6th November 2017
This week’s UK interest rate increase was a fait accompli after BoE policymakers recently intimated that an interest rate rise was on the cards.
Although Mark Carney dressed up the first increase since 5 July 2007 (when the world was a very different place) as a removal of stimulus and that the time had come for the BoE to take its foot off the accelerator, personally I have serious misgivings with this increase given negative real wages and Brexit uncertainty.
While Mark Carney suggested that even more tightening is ahead, thankfully this interest rate decision wasn’t unanimous (policymakers voted 7-2 for the increase, which is hardly decisive). Consequently, I believe yesterday’s (2 November 2017) unusual increase will be its last for some time – I am certainly not assuming that we are at the start of a traditional interest rate hiking cycle. While I fully appreciate that the UK economy is growing, it is doing so at a feeble rate (and lagging behind its global peers) and while CPI inflation is running above the BoE’s 2% target, this reflects the decline in the value of the pound since the EU Referendum and the subsequent exchange rate pass-through (a weaker pound increases the cost of imported goods), rather than domestically generated inflation.
In contrast, the BoJ left its monetary stimulus program unchanged and trimmed its inflation forecasts, echoing last week’s ECB’s cautious tone, while the Fed left US interest rates unchanged. With the exception of highlighting the potential hurricane-related impact, the accompanying Fed statement was very similar to its last one: gradual increases in US interest rates are warranted by “solid” (previously the Fed used “moderate”) US economic growth despite the fact that core inflation “remains soft”. This suggests that the Fed is gearing up to increase interest rates at their next meeting on 12-13 December 2017.
The US economy created 261,000 jobs in October, while September’s 33,000 loss was revised to a gain of 18,000 (meaning that the seven year employment growth streak lives on). However, while the unemployment rate fell to 4.1% (from 4.2%), the participation rate fell (to 62.7% from 63.1%) as did wage growth (to 2.4% from 2.9%).
Donald Trump nominated Jerome (Jay) Powell to replace Janet Yellen as the next Fed chair when her term ends in February 2018. The announcement was taken well as Jay Powell is not only well respected but he will provide continuity and predictability with Janet Yellen’s policies (he is seen as a dove and has indicated that the recent softness in inflation should allow the Fed to be patient in raising interest rates). However, with a number of vacancies on the FOMC board, the tilt could easily move to a more hawkish direction with other appointments.

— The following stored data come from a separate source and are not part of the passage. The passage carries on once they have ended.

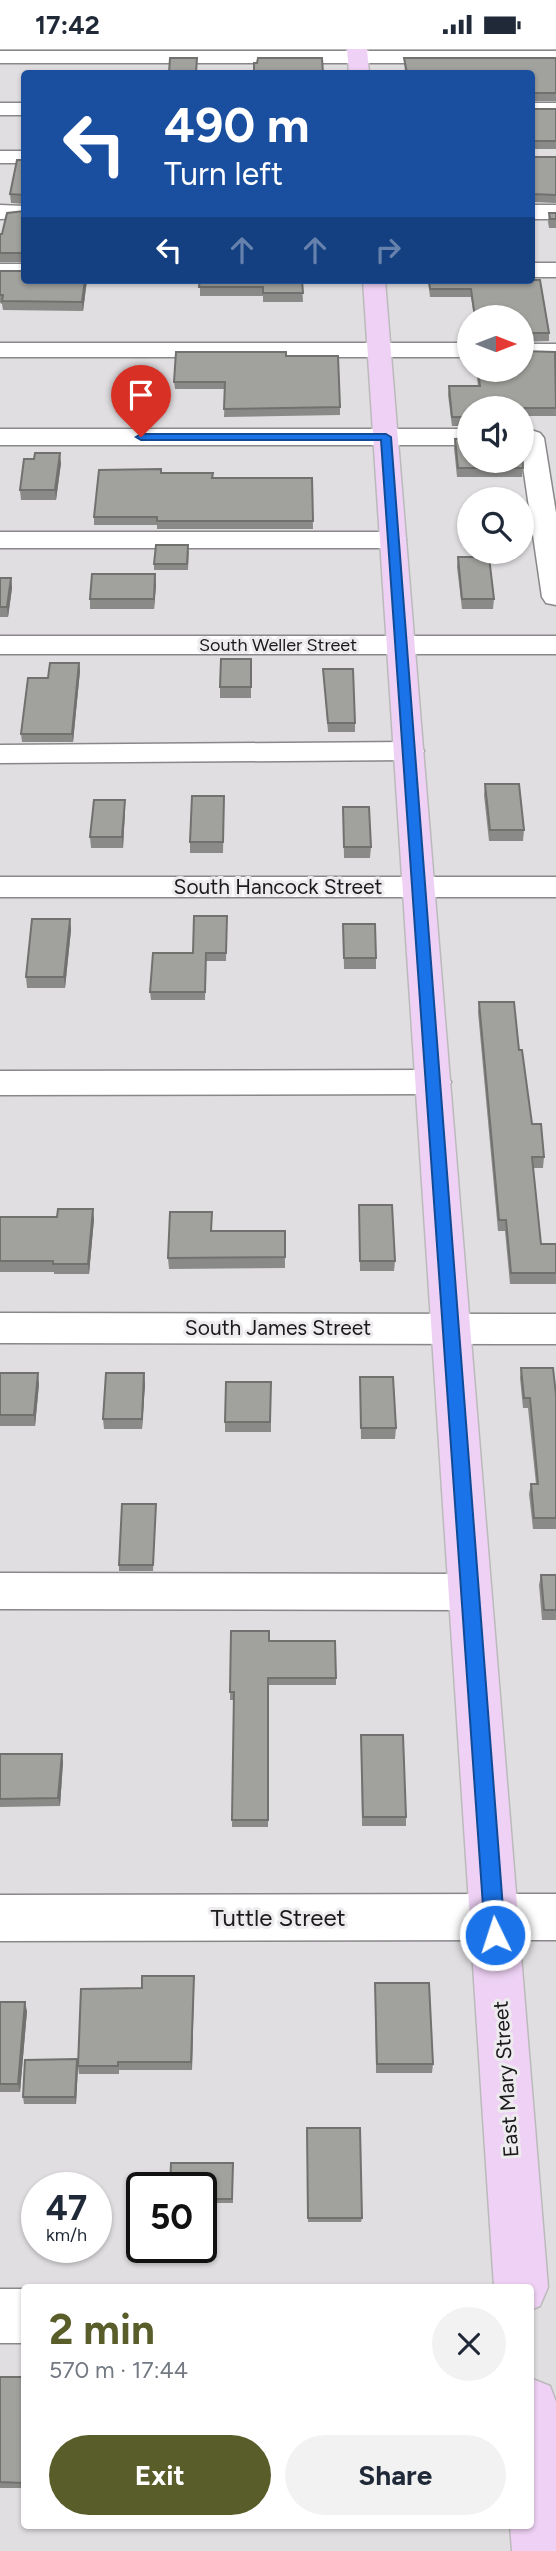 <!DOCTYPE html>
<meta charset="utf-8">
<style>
:root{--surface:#fff;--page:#f2f2f3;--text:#1f2937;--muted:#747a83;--accent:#595d2a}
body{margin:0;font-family:Figtree,sans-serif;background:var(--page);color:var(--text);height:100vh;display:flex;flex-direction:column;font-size:26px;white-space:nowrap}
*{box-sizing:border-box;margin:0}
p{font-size:23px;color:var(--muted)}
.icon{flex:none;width:38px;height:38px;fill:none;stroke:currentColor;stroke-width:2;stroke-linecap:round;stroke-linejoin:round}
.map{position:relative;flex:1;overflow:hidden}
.drawer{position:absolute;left:21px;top:2235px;width:513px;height:245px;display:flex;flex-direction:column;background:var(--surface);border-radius:7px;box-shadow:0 2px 5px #0004}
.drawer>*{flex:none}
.hud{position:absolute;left:21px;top:21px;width:514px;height:214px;border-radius:7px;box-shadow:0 2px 5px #0004;background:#1a4fa0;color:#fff;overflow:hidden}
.needle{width:46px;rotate:90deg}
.controls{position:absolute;left:457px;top:256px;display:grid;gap:14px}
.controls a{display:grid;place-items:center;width:77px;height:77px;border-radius:50%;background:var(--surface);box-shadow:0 2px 5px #0004;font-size:35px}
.speed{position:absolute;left:21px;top:2123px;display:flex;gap:14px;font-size:35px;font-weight:700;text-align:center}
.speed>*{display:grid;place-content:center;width:91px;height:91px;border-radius:50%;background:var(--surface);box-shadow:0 2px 5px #0004;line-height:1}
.speed small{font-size:18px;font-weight:400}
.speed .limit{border:4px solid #111;border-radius:10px;background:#fff;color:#111}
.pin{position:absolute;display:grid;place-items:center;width:60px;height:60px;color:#fff;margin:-72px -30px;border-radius:50% 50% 50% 0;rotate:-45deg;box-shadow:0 0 7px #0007}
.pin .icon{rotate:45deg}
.me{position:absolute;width:77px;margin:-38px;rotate:356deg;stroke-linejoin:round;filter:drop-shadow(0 0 5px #0008)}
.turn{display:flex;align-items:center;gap:24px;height:147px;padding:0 28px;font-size:32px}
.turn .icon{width:91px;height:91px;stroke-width:2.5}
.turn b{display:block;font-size:49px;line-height:60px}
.lanes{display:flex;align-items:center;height:66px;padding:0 28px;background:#0003;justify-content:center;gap:35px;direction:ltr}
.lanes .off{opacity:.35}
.round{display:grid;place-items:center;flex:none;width:74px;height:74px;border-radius:37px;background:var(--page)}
.summary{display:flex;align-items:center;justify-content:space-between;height:119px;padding:0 28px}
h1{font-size:42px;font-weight:700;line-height:52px;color:var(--accent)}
.action{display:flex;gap:14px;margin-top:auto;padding:14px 28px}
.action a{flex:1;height:80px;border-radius:42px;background:var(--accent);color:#fff;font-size:28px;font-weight:700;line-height:80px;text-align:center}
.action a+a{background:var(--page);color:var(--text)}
.status{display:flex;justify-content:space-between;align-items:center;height:49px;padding:0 35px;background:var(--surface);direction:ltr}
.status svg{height:19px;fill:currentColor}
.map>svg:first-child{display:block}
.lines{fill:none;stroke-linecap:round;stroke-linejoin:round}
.minor-casing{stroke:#898789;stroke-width:3}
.major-casing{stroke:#bbbabb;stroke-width:3}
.minor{fill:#fff;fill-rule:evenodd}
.major{fill:#eed1f4;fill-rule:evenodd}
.wall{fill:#8a8a88}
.shaded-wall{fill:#71716f}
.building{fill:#a1a19e;stroke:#71716f;stroke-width:2}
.route{fill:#1a73e8;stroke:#114b97;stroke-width:2}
.labels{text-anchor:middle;stroke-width:6;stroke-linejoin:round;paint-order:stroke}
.far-street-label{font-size:18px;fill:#1b1a1b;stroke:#edebee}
.street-label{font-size:21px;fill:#1b1a1b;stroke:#edebee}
.near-street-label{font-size:24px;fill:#1b1a1b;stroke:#edebee}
</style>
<div class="status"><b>17:42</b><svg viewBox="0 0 49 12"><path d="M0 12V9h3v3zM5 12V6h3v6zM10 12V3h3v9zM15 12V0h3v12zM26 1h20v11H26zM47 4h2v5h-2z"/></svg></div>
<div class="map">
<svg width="556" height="2502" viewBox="0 0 556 2502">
<rect width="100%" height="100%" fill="#e0dee1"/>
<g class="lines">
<g class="minor-casing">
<g id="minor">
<rect x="0" y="2" width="556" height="12"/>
<rect x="0" y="54" width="24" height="12"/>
<rect x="532" y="54" width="24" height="12"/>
<rect x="0" y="102" width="24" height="12"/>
<path d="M0 156 24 157V169L0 170Z"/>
<rect x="532" y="156" width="24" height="14"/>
<rect x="532" y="214" width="24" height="14"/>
<rect x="0" y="215" width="24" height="14"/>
<rect x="0" y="294" width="469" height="14"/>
<rect x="522" y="295" width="34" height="14"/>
<rect x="0" y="380" width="469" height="16"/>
<path d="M531 381 540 384 544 389 556 464V556L546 554 542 548 522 410V384Z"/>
<path d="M0 483H393L402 485 406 491 402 497 393 499H0Z"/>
<rect x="0" y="587" width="556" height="18"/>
<path d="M409 693 420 696 424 702 420 708 409 711 0 714V696Z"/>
<rect x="0" y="828" width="556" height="20"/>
<path d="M433 1021 445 1024 451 1033 445 1042 433 1045 0 1046V1022Z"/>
<path d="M0 1264 556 1265V1295L0 1294Z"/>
<path d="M0 1524 470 1525 485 1530 491 1543 485 1556 470 1561 0 1560Z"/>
<path d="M556 1845V1891L0 1892V1846Z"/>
<rect x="0" y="2240" width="24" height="54"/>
</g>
</g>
<g class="major-casing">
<g id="major">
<path d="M347 0H367L369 24H349Z"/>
<path d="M363 231H385L548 2238 540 2257 530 2261V2238H494Z"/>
<path d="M530 2329 550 2337 556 2353V2502H512L510 2476H530Z"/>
</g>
</g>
<use href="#minor" class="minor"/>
<use href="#major" class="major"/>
</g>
<g class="wall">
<path d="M404 9H556V52H532V24H405Z"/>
<rect x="532" y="60" width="24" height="40"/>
<path d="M532 108H556V154L532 153Z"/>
<path d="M24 111V155L11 154 10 145Z"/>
<path d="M24 162V213H0V185H2Z"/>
<path d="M549 164H556V179H549L548 173Z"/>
<path d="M0 222 24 231H87L83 262 3 261 2 255 0 254Z"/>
<path d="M200 231H302L303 253H263V247H200Z"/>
<path d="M428 231H540L549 284V292L522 293V268H474L471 248H430Z"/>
<path d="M556 306V367H522V359H469V377H452L448 346 449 337H478L476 320H522Z"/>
<path d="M286 307 340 358V366L224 368 225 340H175L174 333Z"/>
<path d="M455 390 523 419 522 428H457L454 399Z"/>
<path d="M61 414 56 451H21L20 441Z"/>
<path d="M161 424 212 429H312L313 480H157V476H94V468Z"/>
<path d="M189 502 188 521H154V515Z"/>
<path d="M458 508 494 550 493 560H462L457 518Z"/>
<path d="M0 529H11L12 539 8 568H0Z"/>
<path d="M156 535 154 560H90V550Z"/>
<path d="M251 610V649H220V638Z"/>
<path d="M79 614 80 622 73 693H22L21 685Z"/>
<path d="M323 620 355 674V683H328Z"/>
<path d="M485 735 524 781 523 792H489L484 746Z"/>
<path d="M224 747 223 804H190V793Z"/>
<path d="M125 751V762L123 799H91L90 788Z"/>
<path d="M343 758 371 798 370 809H344Z"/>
<path d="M227 867 226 912H206L205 951H151L150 943 193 904Z"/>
<path d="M70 870 71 881 65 939H27L26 928Z"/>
<path d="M343 875 376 909V920H344Z"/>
<path d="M479 953 519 1001 532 1075 544 1108 543 1119H533L541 1195H556V1235H510L505 1182H498L478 963Z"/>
<path d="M359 1156 395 1212 394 1222H360Z"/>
<path d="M0 1168 94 1170 89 1225H54V1223H0Z"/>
<path d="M285 1182V1219L169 1220 168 1209Z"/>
<path d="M521 1319 556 1346V1480H533L529 1445 531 1435H536L528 1359H523L520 1329Z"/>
<path d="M0 1324 39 1335 35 1377H0Z"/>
<path d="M360 1328 396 1379 395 1390H361Z"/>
<path d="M271 1333V1383H225V1373Z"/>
<path d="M145 1335 142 1380H104L103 1370Z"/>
<path d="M156 1455 153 1522H119V1516Z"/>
<path d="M541 1526H556V1571H542L539 1536Z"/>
<path d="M231 1582 269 1592 336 1629V1636H269L268 1778H232L234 1651H230Z"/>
<path d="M361 1686 406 1768V1777H362Z"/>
<path d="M0 1705 63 1713 60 1757 0 1758Z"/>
<path d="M194 1927 192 2021H119V2025H79L78 2018 76 2055H24L23 2048 77 2010 78 2017 142 1939Z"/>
<path d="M375 1934 433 2015 432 2024H376Z"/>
<path d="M0 1953 27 1962 20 2043H0Z"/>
<path d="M307 2079 362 2169 361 2173H308Z"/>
<path d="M233 2114V2154H201V2138Z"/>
<rect x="0" y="2328" width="24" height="111"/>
</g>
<g class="shaded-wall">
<path d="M85 231H87L83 262 82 253Z"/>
<path d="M60 404 61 414 56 451 55 441Z"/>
<path d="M155 525 156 535 154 560V550Z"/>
<path d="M11 529 12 539 8 568 7 558Z"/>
<path d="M79 614 80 622 73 693 72 685Z"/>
<path d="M125 751V762L123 799 122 788Z"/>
<path d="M70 870 71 881 65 939 64 928Z"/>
<path d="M93 1160 94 1170 89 1225 88 1215Z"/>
<path d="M38 1324 39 1335 35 1377 34 1366Z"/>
<path d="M144 1324 145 1335 142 1380V1370Z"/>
<path d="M62 1705 63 1713 60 1757 58 1749Z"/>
<path d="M194 1927V1935L192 2021 191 2013Z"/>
<path d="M25 1953 27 1962 20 2043 18 2035Z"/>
<path d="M77 2010 78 2018 76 2055 75 2048Z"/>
</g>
<g class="building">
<path d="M170 9H197L196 24H169Z"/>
<path d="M258 9H322L323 24H254V14H257Z"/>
<path d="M404 9H556V44H532V24H407Z"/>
<rect x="532" y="60" width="24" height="32"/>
<path d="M532 108H556V146L533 145 532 146Z"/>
<path d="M17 111H24V146L10 145Z"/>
<path d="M24 162V204H0V185H2L7 164Z"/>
<path d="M549 164H556V170H550Z"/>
<path d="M0 222H24V231H85L82 253 2 252 3 246H0Z"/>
<path d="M200 231H302L303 244H263V238H199Z"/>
<path d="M429 231H540L549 284H522V268H475L471 240H430Z"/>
<path d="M522 302 555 303 556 359H469V368H452L449 337H480L478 320H522Z"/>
<path d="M176 303H286V307H338L340 358 224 360 225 333H174Z"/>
<path d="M469 389V411H522V392L523 419H458L455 390Z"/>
<path d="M35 404H60L55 441H20L24 410H34Z"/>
<path d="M161 420V424H213L212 429H312L313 472H157V468H94L99 421Z"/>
<path d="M156 496H188L187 515H154Z"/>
<path d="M458 508H489L494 550H462Z"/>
<path d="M92 525H155L154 550H90Z"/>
<path d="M0 529H11L7 558H0Z"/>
<path d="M221 610H251V638H220Z"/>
<path d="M50 614H79L72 685H21L28 629H48Z"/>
<path d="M323 620H353L355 674H328Z"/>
<path d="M485 735H519L524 781H490Z"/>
<path d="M192 747H224L223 793H190Z"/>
<path d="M94 751H125L122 788H90Z"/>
<path d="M343 758H369L371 798H344Z"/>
<path d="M194 867H227L226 904H206L205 943H150L153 904H193Z"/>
<path d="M32 870H70L64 928H26Z"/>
<path d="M343 875H375L376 909H344Z"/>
<path d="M479 953H514L519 1001H522L532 1075H541L544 1108H532L541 1195H556V1224H511L506 1171H499Z"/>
<path d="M359 1156H392L395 1212H360Z"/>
<path d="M58 1160H93L88 1215H53V1212H0V1168H57Z"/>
<path d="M170 1163H212L211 1182H285V1208L168 1209Z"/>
<path d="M521 1319H553L556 1346V1469H534L531 1435H538L530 1349H524Z"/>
<path d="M0 1324H38L34 1366H0Z"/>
<path d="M106 1324H144L142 1370H103Z"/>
<path d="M360 1328H393L396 1379H361Z"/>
<path d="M226 1333H271L270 1373H225Z"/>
<path d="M122 1455H156L153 1516H119Z"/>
<path d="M541 1526H556V1561H544Z"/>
<path d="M231 1582H269V1592H335L336 1629H268V1771H232L234 1643H230Z"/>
<path d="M361 1686H403L406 1768H363Z"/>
<path d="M0 1705H62L58 1749 0 1750Z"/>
<path d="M142 1927H194L191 2013H118V2017H78L81 1940 142 1939Z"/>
<path d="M375 1934H429L433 2015H377Z"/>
<path d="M0 1953H25L18 2035H0Z"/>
<path d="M77 2010 75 2048H23L25 2011Z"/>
<path d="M307 2079H360L362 2169H308Z"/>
<path d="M171 2114H233L232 2150H201V2138H170Z"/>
<path d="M0 2328H24V2434L0 2433Z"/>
</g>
<path class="route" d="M386 385 391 388 505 1886 502 1892 495 1895 488 1892 485 1886 381 391H141L136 388 141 385Z"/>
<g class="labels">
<g class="far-street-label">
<text x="278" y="602">South Weller Street</text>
</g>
<g class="street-label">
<text x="278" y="845">South Hancock Street</text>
<text x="278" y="1286">South James Street</text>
<text transform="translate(506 2030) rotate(-94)" y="7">East Mary Street</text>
</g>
<g class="near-street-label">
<text x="278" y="1877">Tuttle Street</text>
</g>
</g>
</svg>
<div class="controls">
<a><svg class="needle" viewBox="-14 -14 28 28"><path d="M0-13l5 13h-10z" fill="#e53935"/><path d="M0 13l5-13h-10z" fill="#747a83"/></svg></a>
<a><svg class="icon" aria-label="sound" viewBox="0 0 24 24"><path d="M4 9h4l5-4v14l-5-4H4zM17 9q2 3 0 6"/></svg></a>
<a><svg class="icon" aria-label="search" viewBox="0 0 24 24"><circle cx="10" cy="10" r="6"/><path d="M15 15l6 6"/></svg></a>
</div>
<div class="speed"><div>47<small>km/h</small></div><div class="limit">50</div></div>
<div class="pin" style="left:141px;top:388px;background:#d93025"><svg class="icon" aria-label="arrive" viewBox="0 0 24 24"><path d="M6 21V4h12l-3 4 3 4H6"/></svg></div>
<svg class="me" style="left:495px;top:1886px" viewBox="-20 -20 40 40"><circle r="17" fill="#1a73e8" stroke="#fff" stroke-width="3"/><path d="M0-11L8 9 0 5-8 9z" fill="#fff"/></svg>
<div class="hud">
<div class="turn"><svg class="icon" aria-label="left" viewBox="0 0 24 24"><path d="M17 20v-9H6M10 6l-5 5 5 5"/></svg><div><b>490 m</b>Turn left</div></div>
<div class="lanes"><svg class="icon" aria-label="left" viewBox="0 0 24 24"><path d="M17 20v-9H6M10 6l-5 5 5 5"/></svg><svg class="icon off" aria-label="ahead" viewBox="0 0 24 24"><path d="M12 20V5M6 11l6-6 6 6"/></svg><svg class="icon off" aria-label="ahead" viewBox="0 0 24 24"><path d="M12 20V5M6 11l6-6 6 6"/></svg><svg class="icon off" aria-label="right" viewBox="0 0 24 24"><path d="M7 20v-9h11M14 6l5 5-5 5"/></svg></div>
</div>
<section class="drawer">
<div class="summary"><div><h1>2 min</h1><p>570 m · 17:44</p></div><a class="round"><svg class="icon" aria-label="close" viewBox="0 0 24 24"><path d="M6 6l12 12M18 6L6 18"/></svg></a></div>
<div class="action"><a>Exit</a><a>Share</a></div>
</section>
</div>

This week’s eurozone inflation clearly showed why the ECB was right to keep its QE programme running last week (please see here). While eurozone Q3 GDP growth of 0.6% took the year-on-year expansion to 2.5% (the best since reading March 2011), a sustained price pickup remains elusive as the core eurozone CPI inflation (which excludes volatile items such as food and energy and is seen as a signal of where headline inflation will head), slowed in October to 0.9% from 1.1% in September.
However, this data further develops the Goldilocks scenario which I have previously written about: falling unemployment, buoyant (but not overheating) economic growth, and low inflation (core and headline) – the perfect recipe for a continuation of monetary stimulus.
It is a quiet week ahead: eurozone PPI and retail sales is the only economic data of any interest.